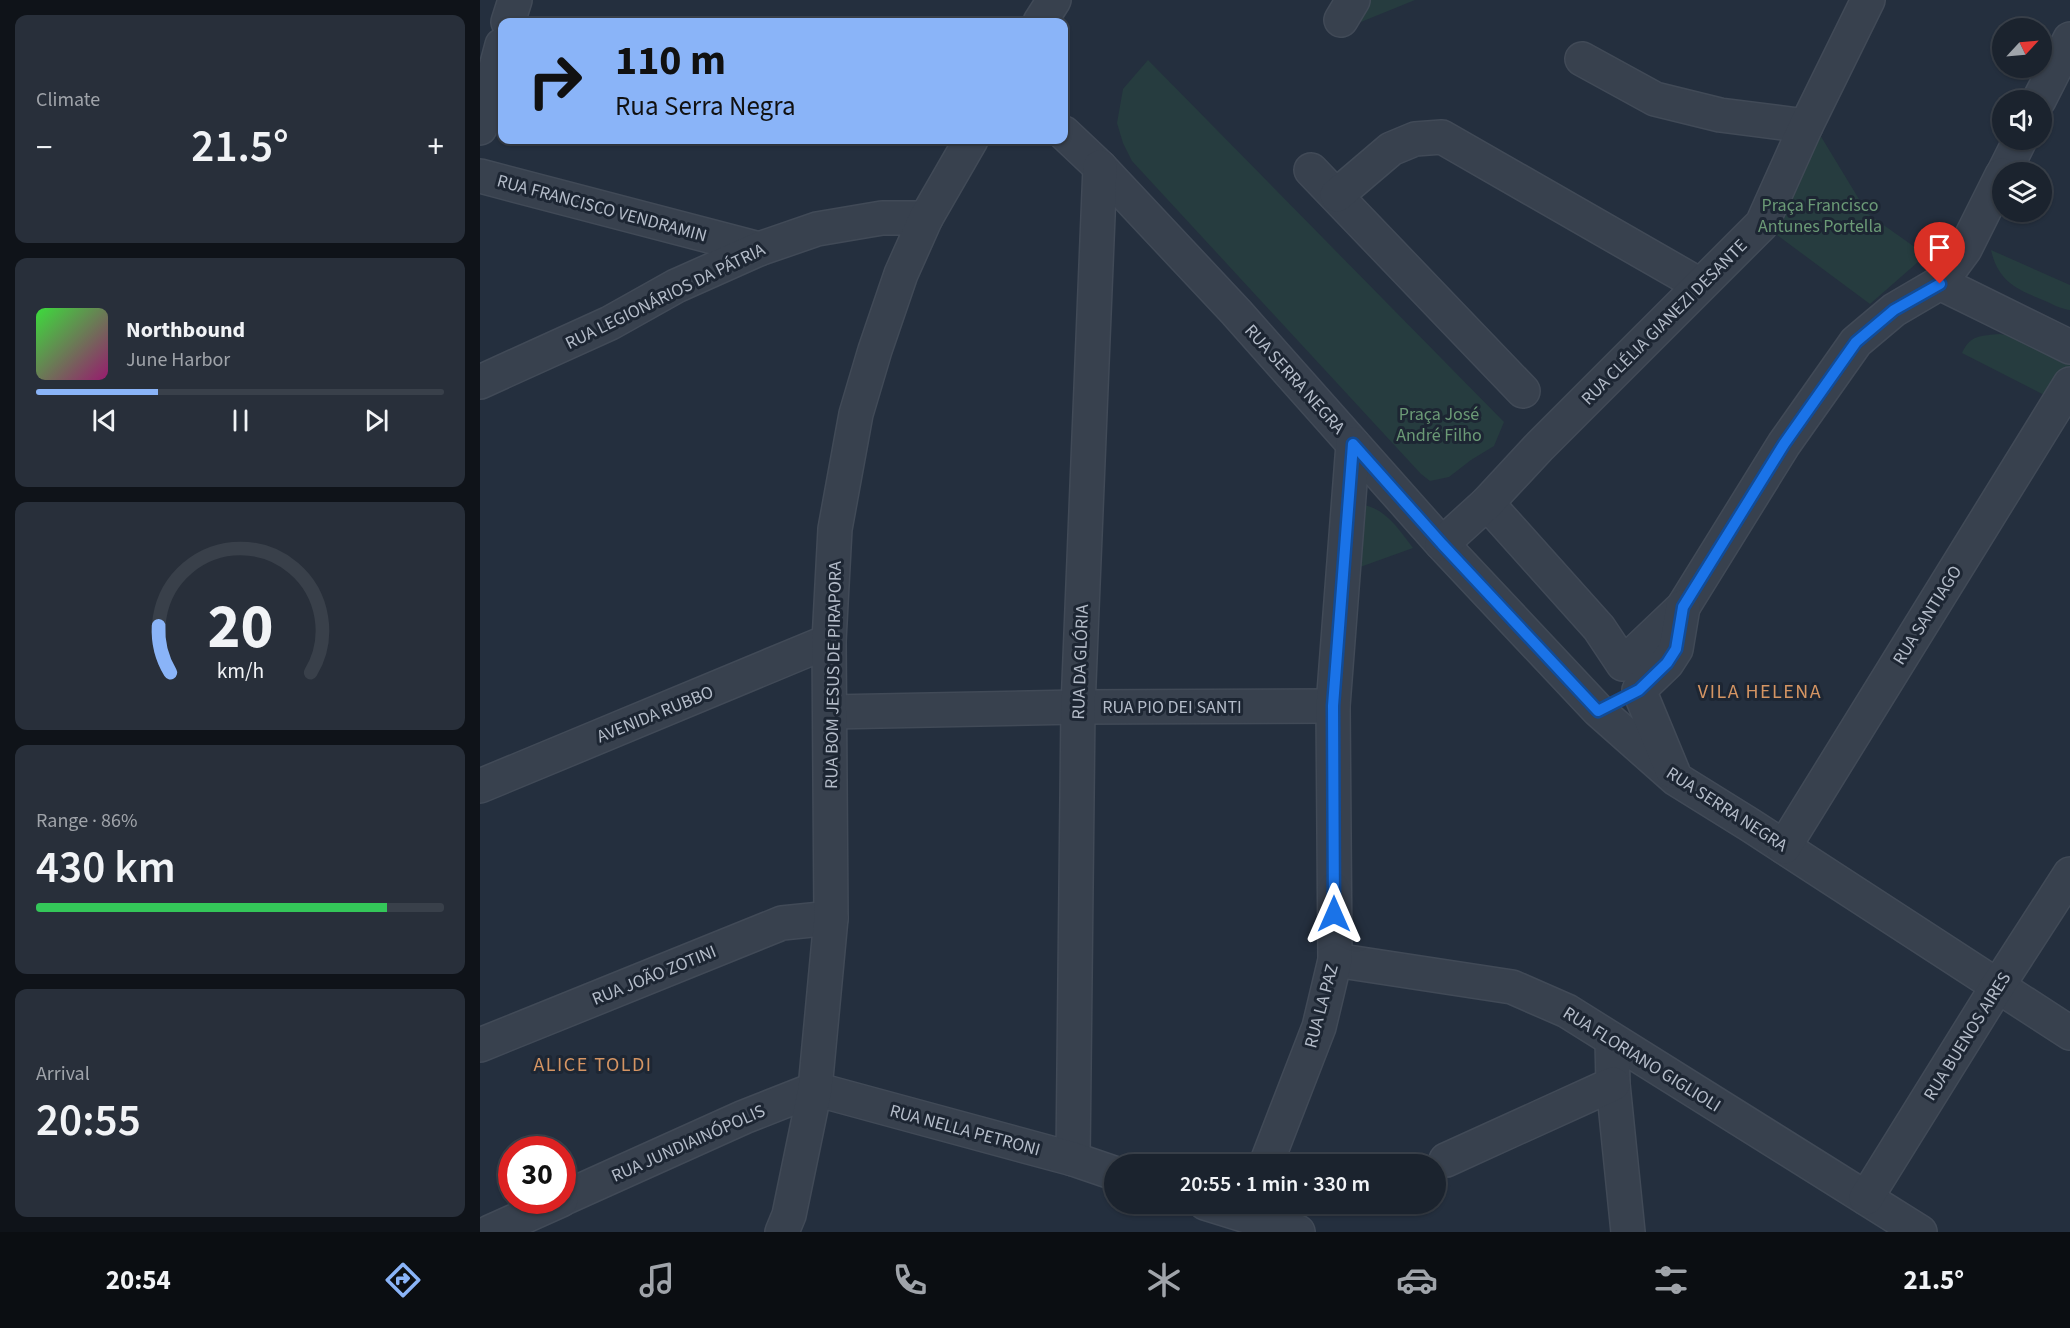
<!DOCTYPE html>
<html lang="en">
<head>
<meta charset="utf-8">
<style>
	:root { --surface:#1b232e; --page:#282f3a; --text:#f1f3f6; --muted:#a0a4aa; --line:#39404a; --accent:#8ab4f8 }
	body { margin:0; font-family:"Source Sans 3",sans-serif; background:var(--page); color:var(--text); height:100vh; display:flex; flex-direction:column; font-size:22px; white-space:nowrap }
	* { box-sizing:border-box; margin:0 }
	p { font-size:20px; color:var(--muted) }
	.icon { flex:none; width:33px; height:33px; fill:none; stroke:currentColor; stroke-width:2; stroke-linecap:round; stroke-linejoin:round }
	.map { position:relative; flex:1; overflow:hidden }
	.details { display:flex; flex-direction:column; gap:15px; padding:15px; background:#0f1319; width:480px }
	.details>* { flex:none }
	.guide { position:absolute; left:18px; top:18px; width:570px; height:126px; border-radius:12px; box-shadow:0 2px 4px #0004,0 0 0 2px var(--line); background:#8ab4f8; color:#111; overflow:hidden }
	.needle { width:39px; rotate:64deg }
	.controls { position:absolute; left:1512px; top:18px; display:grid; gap:12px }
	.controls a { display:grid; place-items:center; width:60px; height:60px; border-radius:50%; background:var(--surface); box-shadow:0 2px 4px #0004,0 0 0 2px var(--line); font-size:30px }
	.speed { position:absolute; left:18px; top:1136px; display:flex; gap:12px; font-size:30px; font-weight:700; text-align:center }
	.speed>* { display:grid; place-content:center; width:78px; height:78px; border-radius:50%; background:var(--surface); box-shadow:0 2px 4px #0004,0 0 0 2px var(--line); line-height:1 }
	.speed .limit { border:9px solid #d22; background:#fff; color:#111 }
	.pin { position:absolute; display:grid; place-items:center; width:51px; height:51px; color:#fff; margin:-62px -26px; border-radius:50% 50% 50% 0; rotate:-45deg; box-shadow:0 0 6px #0007 }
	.pin .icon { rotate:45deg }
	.me { position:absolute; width:66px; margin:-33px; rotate:0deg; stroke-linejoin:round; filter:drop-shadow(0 0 4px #0008) }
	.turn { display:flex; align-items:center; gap:21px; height:126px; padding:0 18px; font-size:27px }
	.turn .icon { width:78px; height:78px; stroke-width:2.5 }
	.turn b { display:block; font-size:42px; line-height:51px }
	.big { font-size:45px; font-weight:600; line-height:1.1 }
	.details .tile { flex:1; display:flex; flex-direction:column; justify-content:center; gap:9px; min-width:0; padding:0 21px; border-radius:12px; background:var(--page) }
	.details .dial { align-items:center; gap:0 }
	.dial svg { height:156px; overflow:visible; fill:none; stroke:var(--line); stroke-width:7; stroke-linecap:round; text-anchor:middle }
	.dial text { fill:var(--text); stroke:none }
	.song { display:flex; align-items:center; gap:18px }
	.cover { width:72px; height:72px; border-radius:9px; background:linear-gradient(135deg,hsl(120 70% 55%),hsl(320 70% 35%)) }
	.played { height:6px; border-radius:3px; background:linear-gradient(90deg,var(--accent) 30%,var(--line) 30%) }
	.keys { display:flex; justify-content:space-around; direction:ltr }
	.heat { display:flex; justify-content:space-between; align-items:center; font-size:33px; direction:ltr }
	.charge { height:9px; border-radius:4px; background:linear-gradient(90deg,#34c759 86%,var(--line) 0) }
	.trip { position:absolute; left:624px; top:1154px; width:342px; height:60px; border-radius:30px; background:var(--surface); box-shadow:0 2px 4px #0004,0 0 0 2px var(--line); font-weight:600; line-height:60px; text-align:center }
	.tabs { display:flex; height:96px; justify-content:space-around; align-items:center; background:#0b0e12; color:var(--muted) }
	.tabs .icon { width:42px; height:42px }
	.tabs .selected { color:var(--accent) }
	.tabs b { font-size:27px; color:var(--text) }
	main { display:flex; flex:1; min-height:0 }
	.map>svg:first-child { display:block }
</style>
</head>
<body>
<main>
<section class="details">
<div class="tile"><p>Climate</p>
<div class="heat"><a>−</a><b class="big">21.5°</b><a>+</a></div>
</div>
<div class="tile">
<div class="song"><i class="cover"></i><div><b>Northbound</b><p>June Harbor</p></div></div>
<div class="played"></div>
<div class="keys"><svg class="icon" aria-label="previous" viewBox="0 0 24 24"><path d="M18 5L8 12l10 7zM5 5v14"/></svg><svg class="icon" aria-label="pause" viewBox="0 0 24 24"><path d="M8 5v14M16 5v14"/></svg><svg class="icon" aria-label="next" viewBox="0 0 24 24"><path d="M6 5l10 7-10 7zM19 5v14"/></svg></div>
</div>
<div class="tile dial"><svg viewBox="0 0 100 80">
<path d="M14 69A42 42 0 1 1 86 69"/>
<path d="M14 69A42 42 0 0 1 8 45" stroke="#8ab4f8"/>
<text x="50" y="56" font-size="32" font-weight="700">20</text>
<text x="50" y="72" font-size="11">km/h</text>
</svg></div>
<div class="tile"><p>Range · 86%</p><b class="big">430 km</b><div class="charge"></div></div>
<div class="tile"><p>Arrival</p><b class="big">20:55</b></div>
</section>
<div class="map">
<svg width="1590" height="1232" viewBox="0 0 1590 1232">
	<rect width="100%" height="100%" fill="#242f3e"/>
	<g fill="#263c3f">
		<path d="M886,0H935L871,26Z"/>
		<path d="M668,60L1024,422L1014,446L991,460L969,477L950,481L941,474L652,161L643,143L637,123L643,89Z"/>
		<path d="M1334,125L1388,214L1446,255L1390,304L1289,229Z"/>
		<path d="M1511,250L1590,285V310C1581,309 1572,304 1563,300C1536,289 1518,281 1511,250Z"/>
		<path d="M1520,334L1546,339L1590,354V373L1572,399L1482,353C1491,334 1501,336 1520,334Z"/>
		<path d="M882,505C905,507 920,531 933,548L869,571Z"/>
	</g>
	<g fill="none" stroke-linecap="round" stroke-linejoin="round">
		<g stroke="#414a57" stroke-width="36">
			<g id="minor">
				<path d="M861,20L873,0"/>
				<path d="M28,22L35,0"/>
				<path d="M560,22L574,0"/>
				<path d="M1102,59L1175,99L1240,115L1326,126"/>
				<path d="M1559,100L1590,39"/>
				<path d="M0,128L22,45"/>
				<path d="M584,133L620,167L756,312L962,544L1118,710L1196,779L1270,825L1590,1033"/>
				<path d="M831,170L1043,391"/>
				<path d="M1524,172L1540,140"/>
				<path d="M0,176L279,249"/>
				<path d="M857,195L911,149L935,139L962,137L1220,285"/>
				<path d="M1460,283L1485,249L1522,175"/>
				<path d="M0,382L130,323L196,286L279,249L337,229L402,218H446"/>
				<path d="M1007,503L1119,628L1143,664L1203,607L1304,444L1376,342L1414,310L1460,283L1590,347"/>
				<path d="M962,544L1007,503L1060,446L1282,224L1326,126L1388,0"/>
				<path d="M351,712L598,707L853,706"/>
				<path d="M1193,772L1159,690L1187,663L1196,649L1203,607"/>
				<path d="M0,786L349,641"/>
				<path d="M1304,847L1590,384"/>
				<path d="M855,960L1032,987L1087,1011L1440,1232"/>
				<path d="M1132,1040L1133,1084L1148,1232"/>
				<path d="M0,1045L302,923L351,918"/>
				<path d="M593,1159L598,707L620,167"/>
				<path d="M966,1160L1133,1084"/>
				<path d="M786,1164L839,1027L855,960L853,706L873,444"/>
				<path d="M1386,1198L1517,987L1590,874"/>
				<path d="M82,1199L264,1117L335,1089L593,1159L634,1173"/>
				<path d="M725,1203L818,1232"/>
				<path d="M10,1232L81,1200"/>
				<path d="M302,1232L309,1215L335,1089L351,918L349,641L355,529L376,414L395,350L421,274L446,218L491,140"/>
			</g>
		</g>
		<use href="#minor" stroke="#38414e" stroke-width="33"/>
	</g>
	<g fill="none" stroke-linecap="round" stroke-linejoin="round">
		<g stroke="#114b97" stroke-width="15">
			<path id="route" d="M854,914L853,706L873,444L962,544L1118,711L1159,690L1187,663L1196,649L1203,607L1304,444L1376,342L1414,310L1460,284"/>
		</g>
		<use href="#route" stroke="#1a73e8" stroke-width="10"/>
	</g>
	<g text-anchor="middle" stroke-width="6" stroke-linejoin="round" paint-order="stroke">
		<g font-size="18" fill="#6b9a76" stroke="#1d2633">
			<text x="1340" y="211">Praça Francisco<tspan x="1340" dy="21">Antunes Portella</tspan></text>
			<text x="959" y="420">Praça José<tspan x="959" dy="21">André Filho</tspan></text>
		</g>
		<g font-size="18" fill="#b4bcc9" stroke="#1d2633">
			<text transform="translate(122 208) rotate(15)" y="6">RUA FRANCISCO VENDRAMIN</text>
			<text transform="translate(185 296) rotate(-26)" y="6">RUA LEGIONÁRIOS DA PÁTRIA</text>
			<text transform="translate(1184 322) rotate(-45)" y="6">RUA CLÉLIA GIANEZI DESANTE</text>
			<text transform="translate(815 379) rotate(48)" y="6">RUA SERRA NEGRA</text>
			<text transform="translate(1447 615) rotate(-58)" y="6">RUA SANTIAGO</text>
			<text transform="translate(600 662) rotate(-88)" y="6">RUA DA GLÓRIA</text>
			<text transform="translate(353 675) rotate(-89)" y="6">RUA BOM JESUS DE PIRAPORA</text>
			<text x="692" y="713">RUA PIO DEI SANTI</text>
			<text transform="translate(175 714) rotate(-22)" y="6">AVENIDA RUBBO</text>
			<text transform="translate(1247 809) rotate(33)" y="6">RUA SERRA NEGRA</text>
			<text transform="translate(174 975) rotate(-22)" y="6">RUA JOÃO ZOTINI</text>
			<text transform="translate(841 1006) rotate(-75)" y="6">RUA LA PAZ</text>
			<text transform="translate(1487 1036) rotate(-58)" y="6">RUA BUENOS AIRES</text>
			<text transform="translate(1162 1059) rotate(32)" y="6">RUA FLORIANO GIGLIOLI</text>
			<text transform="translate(485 1130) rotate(15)" y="6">RUA NELLA PETRONI</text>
			<text transform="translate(208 1143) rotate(-24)" y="6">RUA JUNDIAINÓPOLIS</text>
		</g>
		<g font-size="20" letter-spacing="1.5" fill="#d59563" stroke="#1d2633">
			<text x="1280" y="698">VILA HELENA</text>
			<text x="113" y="1071">ALICE TOLDI</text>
		</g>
	</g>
</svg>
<div class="controls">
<a><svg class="needle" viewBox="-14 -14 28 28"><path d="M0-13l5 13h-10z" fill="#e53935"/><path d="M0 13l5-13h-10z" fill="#a0a4aa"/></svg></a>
<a><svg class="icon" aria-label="sound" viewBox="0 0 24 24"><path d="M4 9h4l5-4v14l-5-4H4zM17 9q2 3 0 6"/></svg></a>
<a><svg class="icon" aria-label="layers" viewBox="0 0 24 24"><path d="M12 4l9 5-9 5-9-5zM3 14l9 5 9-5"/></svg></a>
</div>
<div class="speed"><div class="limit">30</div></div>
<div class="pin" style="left:1460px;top:284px;background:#d93025"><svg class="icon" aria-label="arrive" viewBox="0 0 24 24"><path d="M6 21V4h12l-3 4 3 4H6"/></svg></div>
<svg class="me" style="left:854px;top:914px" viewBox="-20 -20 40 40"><path d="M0-17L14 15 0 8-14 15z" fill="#1a73e8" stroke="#fff" stroke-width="4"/></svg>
<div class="trip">20:55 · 1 min · 330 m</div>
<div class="guide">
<div class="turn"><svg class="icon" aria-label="right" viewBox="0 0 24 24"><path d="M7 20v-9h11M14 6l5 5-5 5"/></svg><div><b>110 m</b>Rua Serra Negra</div></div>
</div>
</div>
</main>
<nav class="tabs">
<b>20:54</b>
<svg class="icon selected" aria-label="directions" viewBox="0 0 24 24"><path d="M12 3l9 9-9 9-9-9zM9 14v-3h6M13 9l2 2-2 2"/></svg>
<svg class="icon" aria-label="music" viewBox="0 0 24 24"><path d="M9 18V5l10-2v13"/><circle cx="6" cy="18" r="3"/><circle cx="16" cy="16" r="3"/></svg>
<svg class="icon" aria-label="phone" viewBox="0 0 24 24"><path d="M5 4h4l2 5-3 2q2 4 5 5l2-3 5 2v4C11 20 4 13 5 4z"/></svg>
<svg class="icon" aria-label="climate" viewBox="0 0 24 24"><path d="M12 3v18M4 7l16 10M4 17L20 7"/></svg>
<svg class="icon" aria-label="car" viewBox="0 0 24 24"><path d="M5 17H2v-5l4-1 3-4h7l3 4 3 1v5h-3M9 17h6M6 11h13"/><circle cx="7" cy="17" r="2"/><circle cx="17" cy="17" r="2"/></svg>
<svg class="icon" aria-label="filters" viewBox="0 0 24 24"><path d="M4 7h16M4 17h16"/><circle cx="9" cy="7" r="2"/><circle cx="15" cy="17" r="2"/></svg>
<b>21.5°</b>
</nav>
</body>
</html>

··········

» **Prompt**: Please report the number of lines in this material holding the word "played", and add no other words.

» **Result for this exercise**: 2